> What is expected:
Please print the full listing exactly.

> Given data:
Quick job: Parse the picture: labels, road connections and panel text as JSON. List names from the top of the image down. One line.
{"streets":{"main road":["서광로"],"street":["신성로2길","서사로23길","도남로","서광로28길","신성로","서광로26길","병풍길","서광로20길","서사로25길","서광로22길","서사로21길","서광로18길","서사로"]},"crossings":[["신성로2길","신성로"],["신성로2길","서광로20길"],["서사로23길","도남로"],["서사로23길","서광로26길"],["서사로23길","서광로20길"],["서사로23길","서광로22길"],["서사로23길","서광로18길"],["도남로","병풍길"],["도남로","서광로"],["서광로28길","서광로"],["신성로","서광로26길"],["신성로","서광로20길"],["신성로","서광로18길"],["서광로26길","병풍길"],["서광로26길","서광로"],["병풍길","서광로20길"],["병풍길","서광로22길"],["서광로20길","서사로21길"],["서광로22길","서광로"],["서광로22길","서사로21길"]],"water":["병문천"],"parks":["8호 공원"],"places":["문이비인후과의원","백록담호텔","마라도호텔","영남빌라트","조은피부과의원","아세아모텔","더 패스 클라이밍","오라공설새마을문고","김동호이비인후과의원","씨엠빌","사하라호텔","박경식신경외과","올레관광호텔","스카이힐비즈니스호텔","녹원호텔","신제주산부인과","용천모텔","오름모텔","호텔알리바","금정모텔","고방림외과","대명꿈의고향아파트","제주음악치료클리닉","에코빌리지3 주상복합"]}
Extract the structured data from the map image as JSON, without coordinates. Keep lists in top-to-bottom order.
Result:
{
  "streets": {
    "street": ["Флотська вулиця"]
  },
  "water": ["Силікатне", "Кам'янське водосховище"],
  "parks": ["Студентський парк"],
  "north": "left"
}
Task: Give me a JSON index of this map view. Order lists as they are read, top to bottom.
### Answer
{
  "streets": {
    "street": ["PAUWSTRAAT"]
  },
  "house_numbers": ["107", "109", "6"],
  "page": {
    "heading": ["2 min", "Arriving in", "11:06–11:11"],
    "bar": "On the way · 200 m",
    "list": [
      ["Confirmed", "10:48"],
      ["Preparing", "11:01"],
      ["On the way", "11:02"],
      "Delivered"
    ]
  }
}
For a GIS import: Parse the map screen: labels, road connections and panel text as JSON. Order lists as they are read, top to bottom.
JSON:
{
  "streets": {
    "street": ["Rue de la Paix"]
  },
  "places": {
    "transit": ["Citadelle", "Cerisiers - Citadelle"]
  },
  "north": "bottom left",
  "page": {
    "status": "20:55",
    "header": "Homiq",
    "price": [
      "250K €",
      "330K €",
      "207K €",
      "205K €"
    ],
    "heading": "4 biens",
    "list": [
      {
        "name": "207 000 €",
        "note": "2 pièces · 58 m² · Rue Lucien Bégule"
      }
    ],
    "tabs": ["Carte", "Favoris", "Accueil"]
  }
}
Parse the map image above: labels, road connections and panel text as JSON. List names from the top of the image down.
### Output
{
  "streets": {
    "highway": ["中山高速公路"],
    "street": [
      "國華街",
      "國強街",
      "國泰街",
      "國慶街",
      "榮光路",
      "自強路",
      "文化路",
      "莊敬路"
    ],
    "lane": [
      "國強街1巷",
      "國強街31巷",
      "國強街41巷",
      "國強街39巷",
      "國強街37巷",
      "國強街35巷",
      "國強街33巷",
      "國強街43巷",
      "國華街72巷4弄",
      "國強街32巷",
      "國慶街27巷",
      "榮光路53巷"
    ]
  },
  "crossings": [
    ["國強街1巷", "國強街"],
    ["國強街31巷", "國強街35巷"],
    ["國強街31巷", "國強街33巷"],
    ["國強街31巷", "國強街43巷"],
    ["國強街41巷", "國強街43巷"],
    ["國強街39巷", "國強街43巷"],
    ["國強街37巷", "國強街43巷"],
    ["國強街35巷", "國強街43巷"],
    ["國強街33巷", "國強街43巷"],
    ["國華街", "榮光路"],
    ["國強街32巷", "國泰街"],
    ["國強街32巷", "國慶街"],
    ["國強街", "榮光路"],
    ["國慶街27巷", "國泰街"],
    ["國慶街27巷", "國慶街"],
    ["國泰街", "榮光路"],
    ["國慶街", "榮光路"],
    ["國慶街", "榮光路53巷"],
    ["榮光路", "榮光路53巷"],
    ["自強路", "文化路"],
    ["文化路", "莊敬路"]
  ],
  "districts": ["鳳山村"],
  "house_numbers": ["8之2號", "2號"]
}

> Task answer:
Quick job: Parse the picture: labels, road connections and panel text as JSON. List names from the top of the image down. One line.
{"streets":{"main road":["서광로"],"street":["신성로2길","서사로23길","도남로","서광로28길","신성로","서광로26길","병풍길","서광로20길","서사로25길","서광로22길","서사로21길","서광로18길","서사로"]},"crossings":[["신성로2길","신성로"],["신성로2길","서광로20길"],["서사로23길","도남로"],["서사로23길","서광로26길"],["서사로23길","서광로20길"],["서사로23길","서광로22길"],["서사로23길","서광로18길"],["도남로","병풍길"],["도남로","서광로"],["서광로28길","서광로"],["신성로","서광로26길"],["신성로","서광로20길"],["신성로","서광로18길"],["서광로26길","병풍길"],["서광로26길","서광로"],["병풍길","서광로20길"],["병풍길","서광로22길"],["서광로20길","서사로21길"],["서광로22길","서광로"],["서광로22길","서사로21길"]],"water":["병문천"],"parks":["8호 공원"],"places":["문이비인후과의원","백록담호텔","마라도호텔","영남빌라트","조은피부과의원","아세아모텔","더 패스 클라이밍","오라공설새마을문고","김동호이비인후과의원","씨엠빌","사하라호텔","박경식신경외과","올레관광호텔","스카이힐비즈니스호텔","녹원호텔","신제주산부인과","용천모텔","오름모텔","호텔알리바","금정모텔","고방림외과","대명꿈의고향아파트","제주음악치료클리닉","에코빌리지3 주상복합"]}
Extract the structured data from the map image as JSON, without coordinates. Keep lists in top-to-bottom order.
Result:
{
  "streets": {
    "street": ["Флотська вулиця"]
  },
  "water": ["Силікатне", "Кам'янське водосховище"],
  "parks": ["Студентський парк"],
  "north": "left"
}
Task: Give me a JSON index of this map view. Order lists as they are read, top to bottom.
### Answer
{
  "streets": {
    "street": ["PAUWSTRAAT"]
  },
  "house_numbers": ["107", "109", "6"],
  "page": {
    "heading": ["2 min", "Arriving in", "11:06–11:11"],
    "bar": "On the way · 200 m",
    "list": [
      ["Confirmed", "10:48"],
      ["Preparing", "11:01"],
      ["On the way", "11:02"],
      "Delivered"
    ]
  }
}
For a GIS import: Parse the map screen: labels, road connections and panel text as JSON. Order lists as they are read, top to bottom.
JSON:
{
  "streets": {
    "street": ["Rue de la Paix"]
  },
  "places": {
    "transit": ["Citadelle", "Cerisiers - Citadelle"]
  },
  "north": "bottom left",
  "page": {
    "status": "20:55",
    "header": "Homiq",
    "price": [
      "250K €",
      "330K €",
      "207K €",
      "205K €"
    ],
    "heading": "4 biens",
    "list": [
      {
        "name": "207 000 €",
        "note": "2 pièces · 58 m² · Rue Lucien Bégule"
      }
    ],
    "tabs": ["Carte", "Favoris", "Accueil"]
  }
}
Parse the map image above: labels, road connections and panel text as JSON. List names from the top of the image down.
### Output
{
  "streets": {
    "highway": ["中山高速公路"],
    "street": [
      "國華街",
      "國強街",
      "國泰街",
      "國慶街",
      "榮光路",
      "自強路",
      "文化路",
      "莊敬路"
    ],
    "lane": [
      "國強街1巷",
      "國強街31巷",
      "國強街41巷",
      "國強街39巷",
      "國強街37巷",
      "國強街35巷",
      "國強街33巷",
      "國強街43巷",
      "國華街72巷4弄",
      "國強街32巷",
      "國慶街27巷",
      "榮光路53巷"
    ]
  },
  "crossings": [
    ["國強街1巷", "國強街"],
    ["國強街31巷", "國強街35巷"],
    ["國強街31巷", "國強街33巷"],
    ["國強街31巷", "國強街43巷"],
    ["國強街41巷", "國強街43巷"],
    ["國強街39巷", "國強街43巷"],
    ["國強街37巷", "國強街43巷"],
    ["國強街35巷", "國強街43巷"],
    ["國強街33巷", "國強街43巷"],
    ["國華街", "榮光路"],
    ["國強街32巷", "國泰街"],
    ["國強街32巷", "國慶街"],
    ["國強街", "榮光路"],
    ["國慶街27巷", "國泰街"],
    ["國慶街27巷", "國慶街"],
    ["國泰街", "榮光路"],
    ["國慶街", "榮光路"],
    ["國慶街", "榮光路53巷"],
    ["榮光路", "榮光路53巷"],
    ["自強路", "文化路"],
    ["文化路", "莊敬路"]
  ],
  "districts": ["鳳山村"],
  "house_numbers": ["8之2號", "2號"]
}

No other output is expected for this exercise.